Tell your children: Steam carries syphilis.

The more you know.


----------



## Draco_2k (Aug 1, 2008)

SpaderG said:


> Steam carries Darwinia.


It has a pretty long half-life, too.


----------



## SpaderG (Aug 1, 2008)

Haha.


----------



## Arbiter (Aug 1, 2008)

LOL not sure myself. most of its gay male furries, fat furs


----------



## Loke (Aug 1, 2008)

62kb...because its one picture that someone made as a joke on someone else and sent to me for me to see but its furry none the less so...hmm

Is it 'better' or 'worse' that I have never had a porn folder because I let my imagination do all the work? Because people have brought up porn and it led to me saying that Im the only person I know that had never had porn on their computer.  Of course then some people think "Oh, he's such an upright and proper person..." and then I tell them that its only because my imagination is far better and I get a weird look.


----------



## Magikian (Aug 1, 2008)

Ride_the_Lightning said:


> NOOOOOOOOOOOOOOOOOOOOOOOOOOOOO!!! YOU KILLED BUNNY! /wrist
> 
> As for the RTL thing:



But Holy Diver is still an awesome song... Especially the Killswitch Engage version

You should feel honoured that your name is somehow related to a wicked song like that...

>.>


----------



## Telnac (Aug 1, 2008)

1.49 MB... ALL of which is clean

My imagination: 1.49 TB... NONE of which is clean  :twisted:


----------



## SparkOfMortality (Aug 2, 2008)

Loke said:


> 62kb...because its one picture that someone made as a joke on someone else and sent to me for me to see but its furry none the less so...hmm
> 
> Is it 'better' or 'worse' that I have never had a porn folder because I let my imagination do all the work? Because people have brought up porn and it led to me saying that Im the only person I know that had never had porn on their computer.  Of course then some people think "Oh, he's such an upright and proper person..." and then I tell them that its only because my imagination is far better and I get a weird look.
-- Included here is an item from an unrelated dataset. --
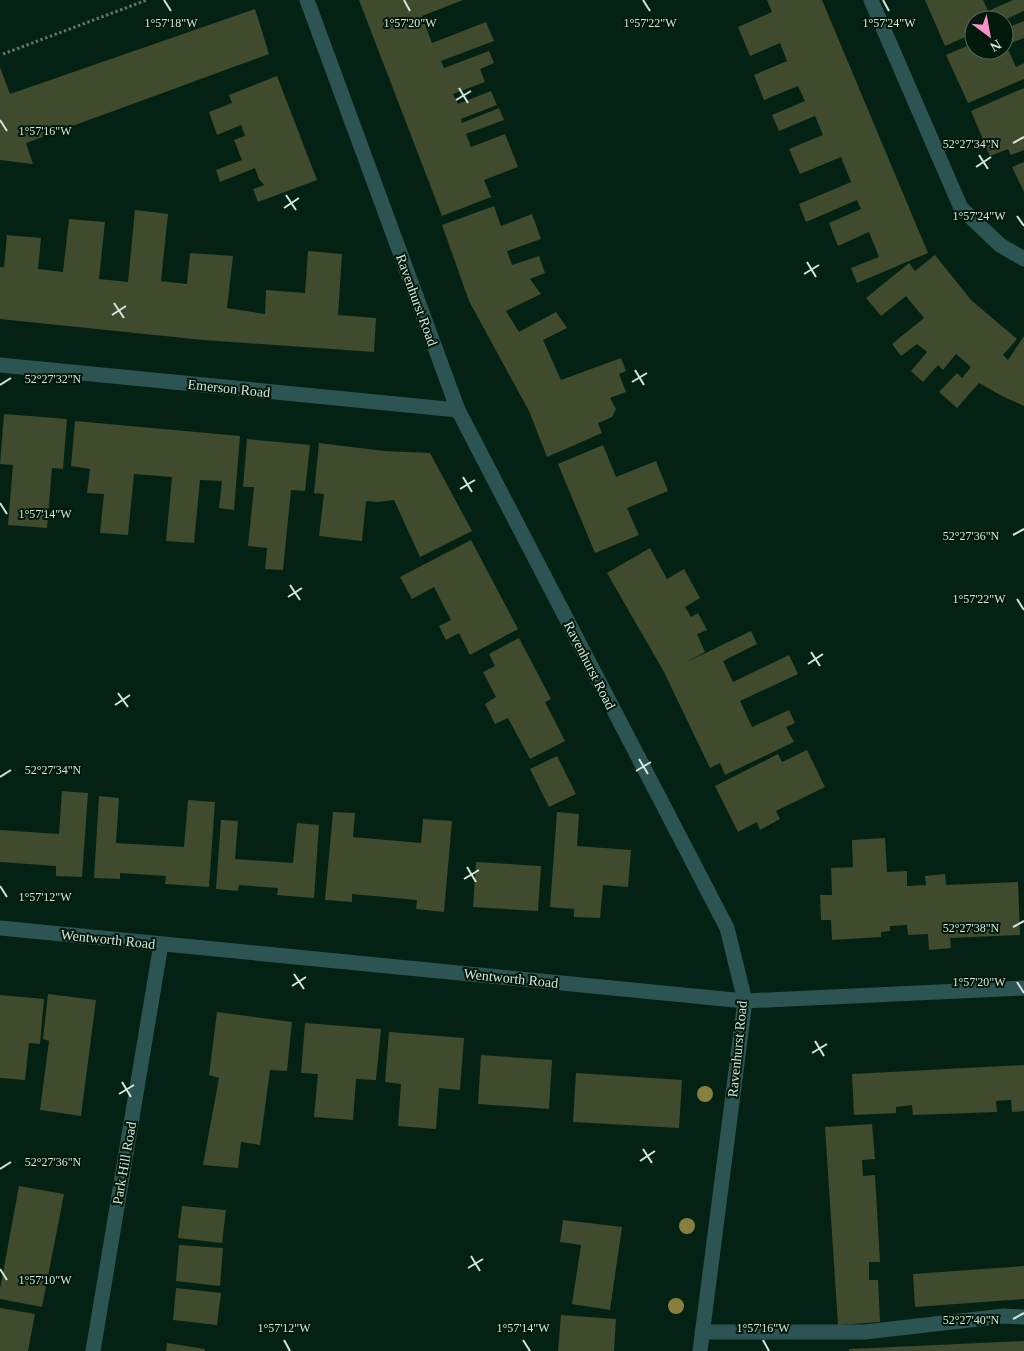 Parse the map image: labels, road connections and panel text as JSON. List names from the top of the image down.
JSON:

I understand what you mean. I actually find porn videos distasteful for that specific reason (well, that and the fact that all of the ones I've come across were really, really gross >).


----------



## Telnac (Aug 2, 2008)

SparkOfMortality said:


> I understand what you mean. I actually find porn videos distasteful for that specific reason (well, that and the fact that all of the ones I've come across were really, really gross >).


Yeah, I have to agree.  95% of porn vids are major turn-offs for me, not turn-ons!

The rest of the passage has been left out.